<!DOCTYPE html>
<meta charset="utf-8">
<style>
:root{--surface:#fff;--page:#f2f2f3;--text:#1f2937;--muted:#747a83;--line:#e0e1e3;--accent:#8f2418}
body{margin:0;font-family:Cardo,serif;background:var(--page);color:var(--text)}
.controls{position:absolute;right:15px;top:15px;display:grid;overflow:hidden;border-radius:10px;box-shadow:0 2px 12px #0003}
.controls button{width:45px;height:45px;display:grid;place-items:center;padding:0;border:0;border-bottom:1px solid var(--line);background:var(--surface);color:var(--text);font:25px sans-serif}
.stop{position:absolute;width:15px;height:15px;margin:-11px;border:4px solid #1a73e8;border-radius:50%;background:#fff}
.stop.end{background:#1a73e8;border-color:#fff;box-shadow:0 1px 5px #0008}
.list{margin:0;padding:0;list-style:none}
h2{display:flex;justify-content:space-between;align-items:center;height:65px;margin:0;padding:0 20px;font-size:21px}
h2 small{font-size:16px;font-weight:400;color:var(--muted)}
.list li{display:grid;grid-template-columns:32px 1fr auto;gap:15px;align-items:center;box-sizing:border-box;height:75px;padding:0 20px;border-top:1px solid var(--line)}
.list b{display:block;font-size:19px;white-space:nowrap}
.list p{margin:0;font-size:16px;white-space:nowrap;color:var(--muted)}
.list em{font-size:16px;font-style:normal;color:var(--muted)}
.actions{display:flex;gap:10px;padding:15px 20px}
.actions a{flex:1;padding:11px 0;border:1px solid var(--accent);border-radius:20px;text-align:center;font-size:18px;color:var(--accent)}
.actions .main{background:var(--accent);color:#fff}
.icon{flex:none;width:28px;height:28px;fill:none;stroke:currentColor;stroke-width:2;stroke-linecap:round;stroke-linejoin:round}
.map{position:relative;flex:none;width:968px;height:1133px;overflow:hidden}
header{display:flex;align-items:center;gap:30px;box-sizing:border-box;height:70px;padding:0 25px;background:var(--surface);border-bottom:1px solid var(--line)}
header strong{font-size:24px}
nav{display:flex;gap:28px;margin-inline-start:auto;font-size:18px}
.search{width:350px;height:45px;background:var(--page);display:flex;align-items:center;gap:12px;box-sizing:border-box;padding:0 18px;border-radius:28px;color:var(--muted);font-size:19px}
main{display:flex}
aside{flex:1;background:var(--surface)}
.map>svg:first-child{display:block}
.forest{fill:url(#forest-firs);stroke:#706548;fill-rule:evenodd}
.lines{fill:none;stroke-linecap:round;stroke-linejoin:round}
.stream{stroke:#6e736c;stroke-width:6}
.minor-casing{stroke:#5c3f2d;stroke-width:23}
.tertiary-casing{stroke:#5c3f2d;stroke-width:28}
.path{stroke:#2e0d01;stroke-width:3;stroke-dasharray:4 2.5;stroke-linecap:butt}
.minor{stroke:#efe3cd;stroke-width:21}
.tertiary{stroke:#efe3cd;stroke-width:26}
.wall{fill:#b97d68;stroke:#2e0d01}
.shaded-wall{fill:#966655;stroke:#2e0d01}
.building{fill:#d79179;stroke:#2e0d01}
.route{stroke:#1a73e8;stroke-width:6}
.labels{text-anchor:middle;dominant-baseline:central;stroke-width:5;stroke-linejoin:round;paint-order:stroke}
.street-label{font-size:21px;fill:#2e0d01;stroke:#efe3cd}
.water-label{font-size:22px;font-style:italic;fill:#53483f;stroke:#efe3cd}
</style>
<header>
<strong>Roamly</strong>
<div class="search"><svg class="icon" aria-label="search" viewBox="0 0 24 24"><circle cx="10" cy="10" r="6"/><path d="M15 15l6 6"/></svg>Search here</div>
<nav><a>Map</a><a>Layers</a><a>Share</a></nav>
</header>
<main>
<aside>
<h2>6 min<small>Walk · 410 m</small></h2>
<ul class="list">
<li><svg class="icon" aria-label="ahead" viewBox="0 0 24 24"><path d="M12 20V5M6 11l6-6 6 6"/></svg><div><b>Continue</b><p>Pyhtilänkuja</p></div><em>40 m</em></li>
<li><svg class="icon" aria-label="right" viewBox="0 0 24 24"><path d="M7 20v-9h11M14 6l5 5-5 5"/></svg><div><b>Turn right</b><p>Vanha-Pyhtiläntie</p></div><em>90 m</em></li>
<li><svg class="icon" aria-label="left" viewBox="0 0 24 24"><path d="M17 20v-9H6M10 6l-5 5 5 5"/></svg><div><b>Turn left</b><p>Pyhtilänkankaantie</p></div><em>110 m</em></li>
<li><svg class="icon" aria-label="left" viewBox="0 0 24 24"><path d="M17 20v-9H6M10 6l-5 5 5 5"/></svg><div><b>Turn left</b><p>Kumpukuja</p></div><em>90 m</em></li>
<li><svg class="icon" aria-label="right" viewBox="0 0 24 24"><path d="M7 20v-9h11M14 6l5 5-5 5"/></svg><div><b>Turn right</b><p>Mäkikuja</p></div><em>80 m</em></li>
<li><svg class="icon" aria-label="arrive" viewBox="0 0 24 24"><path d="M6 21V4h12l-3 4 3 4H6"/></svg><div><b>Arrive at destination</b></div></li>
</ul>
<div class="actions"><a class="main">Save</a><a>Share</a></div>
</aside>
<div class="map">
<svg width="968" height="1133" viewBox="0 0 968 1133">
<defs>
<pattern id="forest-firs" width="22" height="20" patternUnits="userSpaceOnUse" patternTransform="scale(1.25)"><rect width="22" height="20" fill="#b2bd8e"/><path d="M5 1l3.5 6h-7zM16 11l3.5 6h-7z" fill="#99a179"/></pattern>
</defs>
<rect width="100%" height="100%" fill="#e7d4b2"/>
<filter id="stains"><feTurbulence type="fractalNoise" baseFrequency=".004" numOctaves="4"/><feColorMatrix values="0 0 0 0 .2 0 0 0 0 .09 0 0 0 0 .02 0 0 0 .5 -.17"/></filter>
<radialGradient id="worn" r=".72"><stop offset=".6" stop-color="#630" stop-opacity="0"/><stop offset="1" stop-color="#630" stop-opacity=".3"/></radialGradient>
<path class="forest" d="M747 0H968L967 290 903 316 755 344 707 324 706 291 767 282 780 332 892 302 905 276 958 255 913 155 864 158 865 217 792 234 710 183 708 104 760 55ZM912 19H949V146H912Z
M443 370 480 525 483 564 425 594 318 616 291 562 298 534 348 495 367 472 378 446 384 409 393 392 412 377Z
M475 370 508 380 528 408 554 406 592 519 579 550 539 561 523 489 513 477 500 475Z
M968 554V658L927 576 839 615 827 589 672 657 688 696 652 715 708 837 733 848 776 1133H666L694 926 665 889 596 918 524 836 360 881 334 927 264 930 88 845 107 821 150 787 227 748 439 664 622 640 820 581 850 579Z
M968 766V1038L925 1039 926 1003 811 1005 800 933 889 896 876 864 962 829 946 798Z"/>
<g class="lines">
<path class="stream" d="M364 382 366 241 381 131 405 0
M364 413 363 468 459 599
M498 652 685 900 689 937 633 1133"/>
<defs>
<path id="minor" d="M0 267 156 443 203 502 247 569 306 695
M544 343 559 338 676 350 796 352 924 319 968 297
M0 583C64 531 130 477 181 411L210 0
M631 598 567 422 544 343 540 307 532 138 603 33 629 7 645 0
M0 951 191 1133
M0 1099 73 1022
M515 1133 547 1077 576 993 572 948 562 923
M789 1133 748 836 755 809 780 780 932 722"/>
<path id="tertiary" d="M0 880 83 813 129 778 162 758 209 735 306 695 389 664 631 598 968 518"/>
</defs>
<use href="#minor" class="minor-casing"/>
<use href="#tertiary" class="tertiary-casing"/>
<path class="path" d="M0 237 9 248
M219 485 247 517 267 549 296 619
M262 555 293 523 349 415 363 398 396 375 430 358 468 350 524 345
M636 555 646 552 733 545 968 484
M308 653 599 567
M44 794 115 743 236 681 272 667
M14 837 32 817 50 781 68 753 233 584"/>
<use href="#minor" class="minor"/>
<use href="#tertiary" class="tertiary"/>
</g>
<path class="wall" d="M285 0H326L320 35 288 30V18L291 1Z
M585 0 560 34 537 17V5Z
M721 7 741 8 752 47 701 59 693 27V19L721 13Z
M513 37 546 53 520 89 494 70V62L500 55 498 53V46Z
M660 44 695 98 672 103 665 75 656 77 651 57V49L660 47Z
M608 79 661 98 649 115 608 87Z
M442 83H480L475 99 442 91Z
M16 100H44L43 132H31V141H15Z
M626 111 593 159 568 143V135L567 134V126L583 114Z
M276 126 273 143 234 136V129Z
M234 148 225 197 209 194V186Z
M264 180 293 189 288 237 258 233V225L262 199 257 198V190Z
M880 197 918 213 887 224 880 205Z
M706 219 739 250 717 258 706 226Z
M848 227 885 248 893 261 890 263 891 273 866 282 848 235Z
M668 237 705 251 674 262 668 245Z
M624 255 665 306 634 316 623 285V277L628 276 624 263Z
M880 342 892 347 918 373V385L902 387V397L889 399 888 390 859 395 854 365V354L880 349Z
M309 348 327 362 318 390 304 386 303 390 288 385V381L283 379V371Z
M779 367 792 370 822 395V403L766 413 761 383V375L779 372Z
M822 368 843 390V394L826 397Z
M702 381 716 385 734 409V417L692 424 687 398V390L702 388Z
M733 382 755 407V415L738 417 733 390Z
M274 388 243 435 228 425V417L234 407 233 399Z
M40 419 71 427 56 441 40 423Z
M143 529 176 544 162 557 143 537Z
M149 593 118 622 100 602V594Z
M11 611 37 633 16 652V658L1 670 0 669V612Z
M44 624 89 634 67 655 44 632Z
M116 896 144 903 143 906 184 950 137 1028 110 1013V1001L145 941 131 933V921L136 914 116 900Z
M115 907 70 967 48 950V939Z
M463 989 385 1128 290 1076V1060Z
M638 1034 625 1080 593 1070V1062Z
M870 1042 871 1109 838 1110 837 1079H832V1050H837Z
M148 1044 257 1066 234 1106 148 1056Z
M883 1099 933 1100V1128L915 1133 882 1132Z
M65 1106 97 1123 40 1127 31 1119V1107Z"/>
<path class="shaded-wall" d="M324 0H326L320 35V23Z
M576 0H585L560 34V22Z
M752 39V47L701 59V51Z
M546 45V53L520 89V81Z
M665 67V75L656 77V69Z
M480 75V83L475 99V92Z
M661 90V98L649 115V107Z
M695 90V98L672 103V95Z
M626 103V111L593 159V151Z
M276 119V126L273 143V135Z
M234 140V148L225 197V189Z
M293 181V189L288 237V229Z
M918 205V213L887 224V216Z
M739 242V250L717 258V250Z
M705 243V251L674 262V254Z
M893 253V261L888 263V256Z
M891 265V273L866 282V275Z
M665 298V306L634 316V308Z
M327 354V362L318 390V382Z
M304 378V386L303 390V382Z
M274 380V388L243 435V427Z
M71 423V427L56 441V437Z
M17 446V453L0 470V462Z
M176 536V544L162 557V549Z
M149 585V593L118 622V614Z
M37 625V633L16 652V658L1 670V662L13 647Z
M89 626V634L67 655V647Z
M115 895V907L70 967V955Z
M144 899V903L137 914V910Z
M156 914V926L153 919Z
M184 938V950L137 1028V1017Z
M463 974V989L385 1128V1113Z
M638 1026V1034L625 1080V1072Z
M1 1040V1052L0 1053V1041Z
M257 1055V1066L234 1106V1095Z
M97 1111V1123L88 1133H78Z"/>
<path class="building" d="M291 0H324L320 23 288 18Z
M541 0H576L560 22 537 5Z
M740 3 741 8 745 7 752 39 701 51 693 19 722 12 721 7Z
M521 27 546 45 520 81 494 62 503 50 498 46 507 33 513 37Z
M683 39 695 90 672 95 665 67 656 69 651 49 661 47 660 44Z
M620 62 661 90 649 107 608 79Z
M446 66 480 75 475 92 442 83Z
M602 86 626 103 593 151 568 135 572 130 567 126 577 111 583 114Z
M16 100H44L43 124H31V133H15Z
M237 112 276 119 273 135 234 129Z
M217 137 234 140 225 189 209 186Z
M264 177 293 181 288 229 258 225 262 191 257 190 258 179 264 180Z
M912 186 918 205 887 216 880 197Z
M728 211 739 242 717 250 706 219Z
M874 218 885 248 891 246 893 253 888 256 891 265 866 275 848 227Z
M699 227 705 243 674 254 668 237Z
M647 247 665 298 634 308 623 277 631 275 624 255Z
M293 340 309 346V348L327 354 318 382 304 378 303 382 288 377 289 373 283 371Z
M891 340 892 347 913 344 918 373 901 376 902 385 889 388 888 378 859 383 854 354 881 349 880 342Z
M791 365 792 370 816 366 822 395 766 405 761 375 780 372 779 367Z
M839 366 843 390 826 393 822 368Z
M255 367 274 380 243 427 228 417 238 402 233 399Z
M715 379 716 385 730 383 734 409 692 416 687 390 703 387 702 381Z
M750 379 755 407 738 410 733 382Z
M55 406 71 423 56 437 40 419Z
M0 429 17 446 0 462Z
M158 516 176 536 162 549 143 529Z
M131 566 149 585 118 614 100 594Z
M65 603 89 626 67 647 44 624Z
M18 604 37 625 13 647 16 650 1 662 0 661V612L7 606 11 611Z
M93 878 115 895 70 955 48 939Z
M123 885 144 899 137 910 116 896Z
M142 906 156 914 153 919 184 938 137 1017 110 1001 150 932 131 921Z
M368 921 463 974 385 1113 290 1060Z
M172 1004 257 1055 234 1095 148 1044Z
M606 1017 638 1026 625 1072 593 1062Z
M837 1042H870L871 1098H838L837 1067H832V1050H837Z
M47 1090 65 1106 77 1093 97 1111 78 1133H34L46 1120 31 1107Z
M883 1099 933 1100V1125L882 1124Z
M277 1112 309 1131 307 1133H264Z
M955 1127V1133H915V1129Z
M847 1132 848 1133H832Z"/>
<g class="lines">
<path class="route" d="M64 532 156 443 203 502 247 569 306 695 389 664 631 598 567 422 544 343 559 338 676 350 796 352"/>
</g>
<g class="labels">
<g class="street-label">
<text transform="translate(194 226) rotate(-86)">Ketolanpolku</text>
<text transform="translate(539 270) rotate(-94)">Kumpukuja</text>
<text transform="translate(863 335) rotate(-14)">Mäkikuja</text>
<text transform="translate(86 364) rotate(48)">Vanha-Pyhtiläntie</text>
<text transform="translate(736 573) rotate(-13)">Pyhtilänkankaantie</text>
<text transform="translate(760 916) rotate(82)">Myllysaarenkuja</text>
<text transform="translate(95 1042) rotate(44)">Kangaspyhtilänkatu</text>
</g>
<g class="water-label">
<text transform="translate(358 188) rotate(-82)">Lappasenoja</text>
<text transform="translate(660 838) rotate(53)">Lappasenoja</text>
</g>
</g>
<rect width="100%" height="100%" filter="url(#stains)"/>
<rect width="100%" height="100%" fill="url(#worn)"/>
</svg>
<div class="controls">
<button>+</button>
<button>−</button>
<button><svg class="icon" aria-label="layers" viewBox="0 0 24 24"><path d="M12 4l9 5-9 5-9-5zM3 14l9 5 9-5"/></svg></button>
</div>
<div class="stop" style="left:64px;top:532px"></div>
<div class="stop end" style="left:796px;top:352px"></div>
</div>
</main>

▶ _Exercise description_:
Copy all lines of the preceding data that hold the word "casing".

▶ _Solution to the problem_:
.minor-casing{stroke:#5c3f2d;stroke-width:23}
.tertiary-casing{stroke:#5c3f2d;stroke-width:28}
<use href="#minor" class="minor-casing"/>
<use href="#tertiary" class="tertiary-casing"/>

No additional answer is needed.